TASK TO COMPLETE: Please output the records below word for word and omit the pictures.

SUPPLIED DATA:
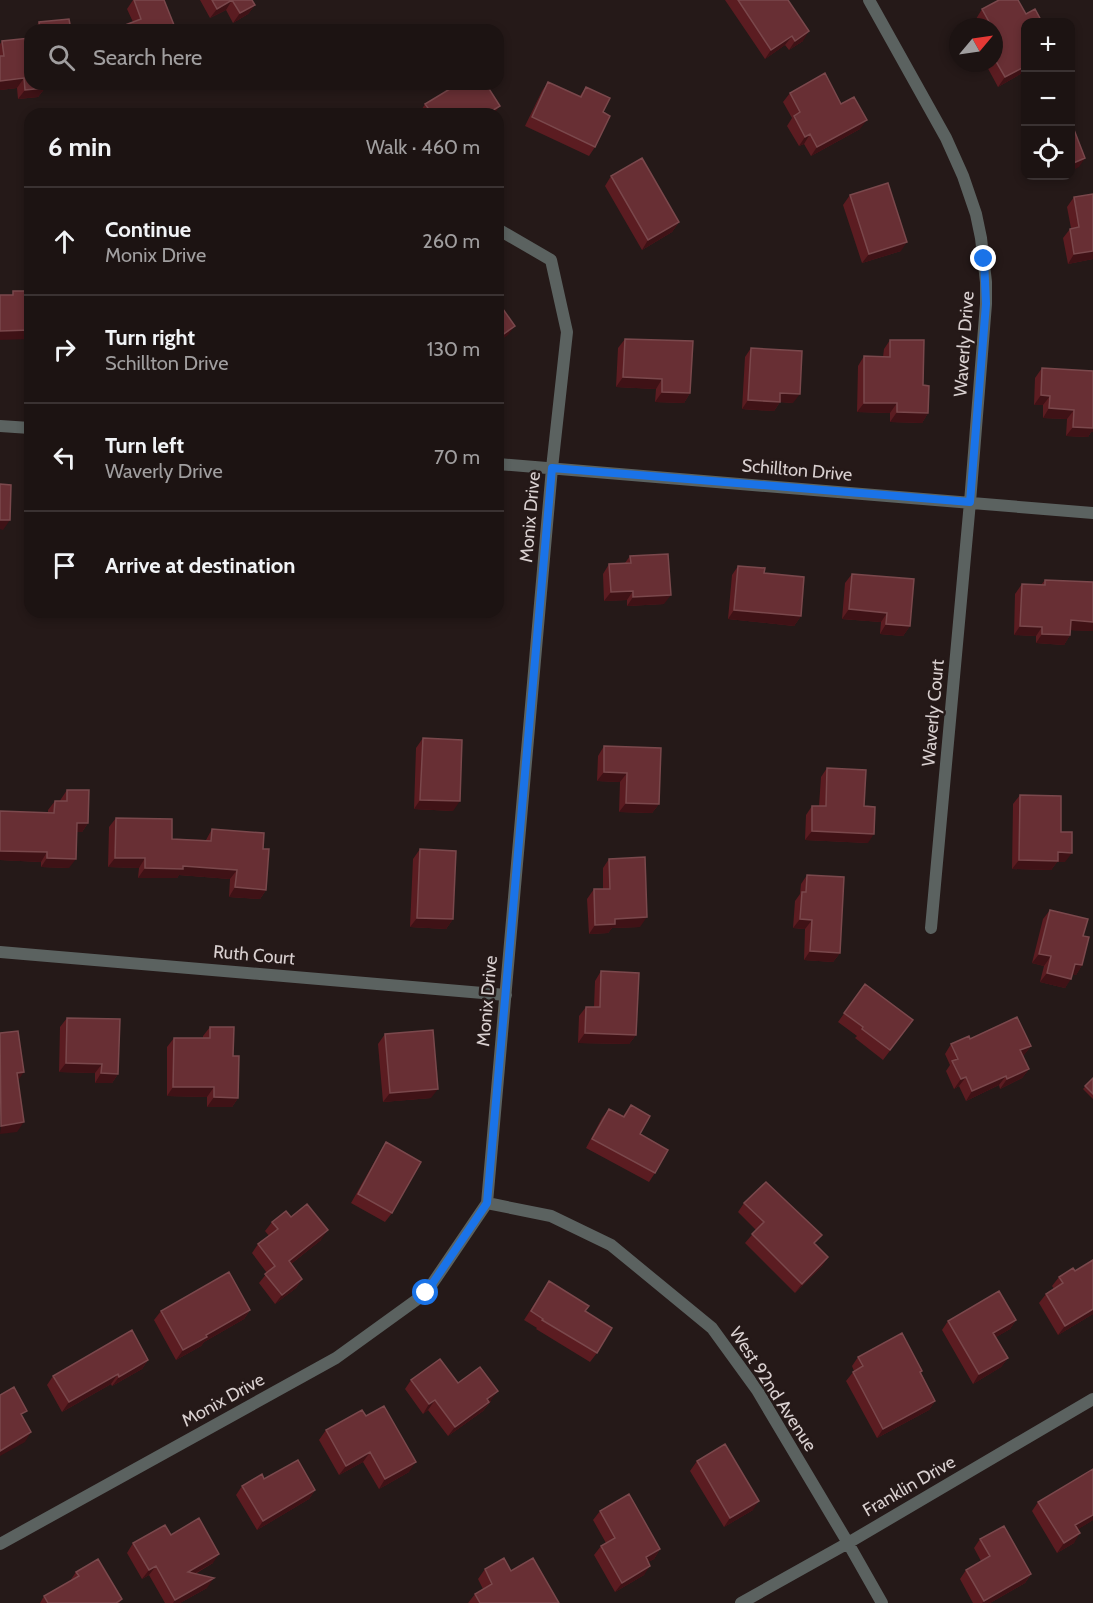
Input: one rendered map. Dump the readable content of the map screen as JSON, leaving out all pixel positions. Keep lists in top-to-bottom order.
{
  "streets": {
    "street": [
      "Waverly Drive",
      "Schillton Drive",
      "Monix Drive",
      "Waverly Court",
      "Ruth Court",
      "West 92nd Avenue",
      "Franklin Drive"
    ]
  },
  "crossings": [
    ["Waverly Drive", "Schillton Drive"],
    ["Waverly Drive", "Waverly Court"],
    ["Schillton Drive", "Monix Drive"],
    ["Schillton Drive", "Waverly Court"],
    ["Monix Drive", "Ruth Court"],
    ["Monix Drive", "West 92nd Avenue"],
    ["West 92nd Avenue", "Franklin Drive"]
  ],
  "north": "top right",
  "page": {
    "map_buttons": ["+", "−"],
    "search": "Search here",
    "heading": ["6 min", "Walk · 460 m"],
    "list": [
      ["Continue", "Monix Drive", "260 m"],
      ["Turn right", "Schillton Drive", "130 m"],
      ["Turn left", "Waverly Drive", "70 m"],
      "Arrive at destination"
    ]
  }
}
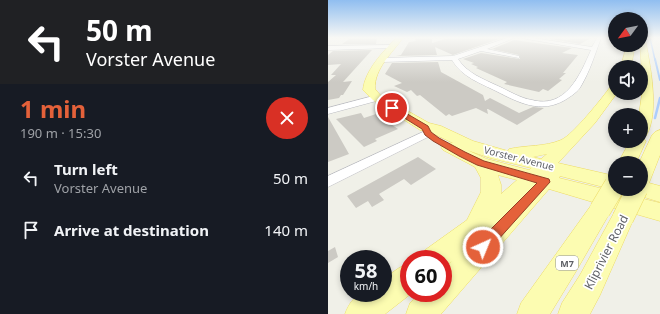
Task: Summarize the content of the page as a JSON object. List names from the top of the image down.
{
  "streets": {
    "main road": ["Vorster Avenue", "Kliprivier Road", "M7"]
  },
  "crossings": [
    ["Vorster Avenue", "Kliprivier Road"]
  ],
  "north": "bottom left",
  "page": {
    "turn": ["50 m", "Vorster Avenue"],
    "map_buttons": ["+", "−"],
    "heading": ["1 min", "190 m · 15:30"],
    "list": [
      {
        "name": "Turn left",
        "note": "Vorster Avenue",
        "value": "50 m"
      },
      {
        "name": "Arrive at destination",
        "value": "140 m"
      }
    ],
    "speed": "58 km/h",
    "limit": "60"
  }
}
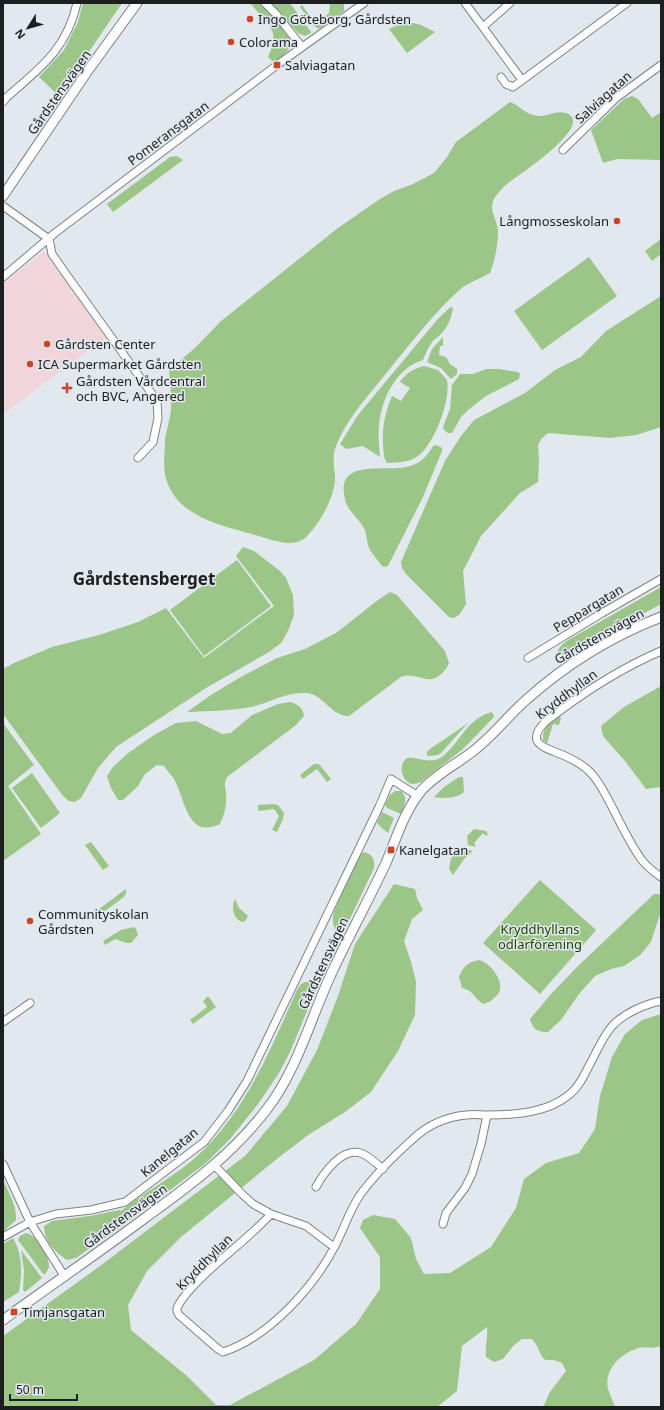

RESPONSE AREA:
Input: one rendered map. Dump the readable content of the map screen as JSON, leaving out all pixel positions. Keep lists in top-to-bottom order.
{
  "streets": {
    "street": [
      "Waverly Drive",
      "Schillton Drive",
      "Monix Drive",
      "Waverly Court",
      "Ruth Court",
      "West 92nd Avenue",
      "Franklin Drive"
    ]
  },
  "crossings": [
    ["Waverly Drive", "Schillton Drive"],
    ["Waverly Drive", "Waverly Court"],
    ["Schillton Drive", "Monix Drive"],
    ["Schillton Drive", "Waverly Court"],
    ["Monix Drive", "Ruth Court"],
    ["Monix Drive", "West 92nd Avenue"],
    ["West 92nd Avenue", "Franklin Drive"]
  ],
  "north": "top right",
  "page": {
    "map_buttons": ["+", "−"],
    "search": "Search here",
    "heading": ["6 min", "Walk · 460 m"],
    "list": [
      ["Continue", "Monix Drive", "260 m"],
      ["Turn right", "Schillton Drive", "130 m"],
      ["Turn left", "Waverly Drive", "70 m"],
      "Arrive at destination"
    ]
  }
}
Task: Summarize the content of the page as a JSON object. List names from the top of the image down.
{
  "streets": {
    "main road": ["Vorster Avenue", "Kliprivier Road", "M7"]
  },
  "crossings": [
    ["Vorster Avenue", "Kliprivier Road"]
  ],
  "north": "bottom left",
  "page": {
    "turn": ["50 m", "Vorster Avenue"],
    "map_buttons": ["+", "−"],
    "heading": ["1 min", "190 m · 15:30"],
    "list": [
      {
        "name": "Turn left",
        "note": "Vorster Avenue",
        "value": "50 m"
      },
      {
        "name": "Arrive at destination",
        "value": "140 m"
      }
    ],
    "speed": "58 km/h",
    "limit": "60"
  }
}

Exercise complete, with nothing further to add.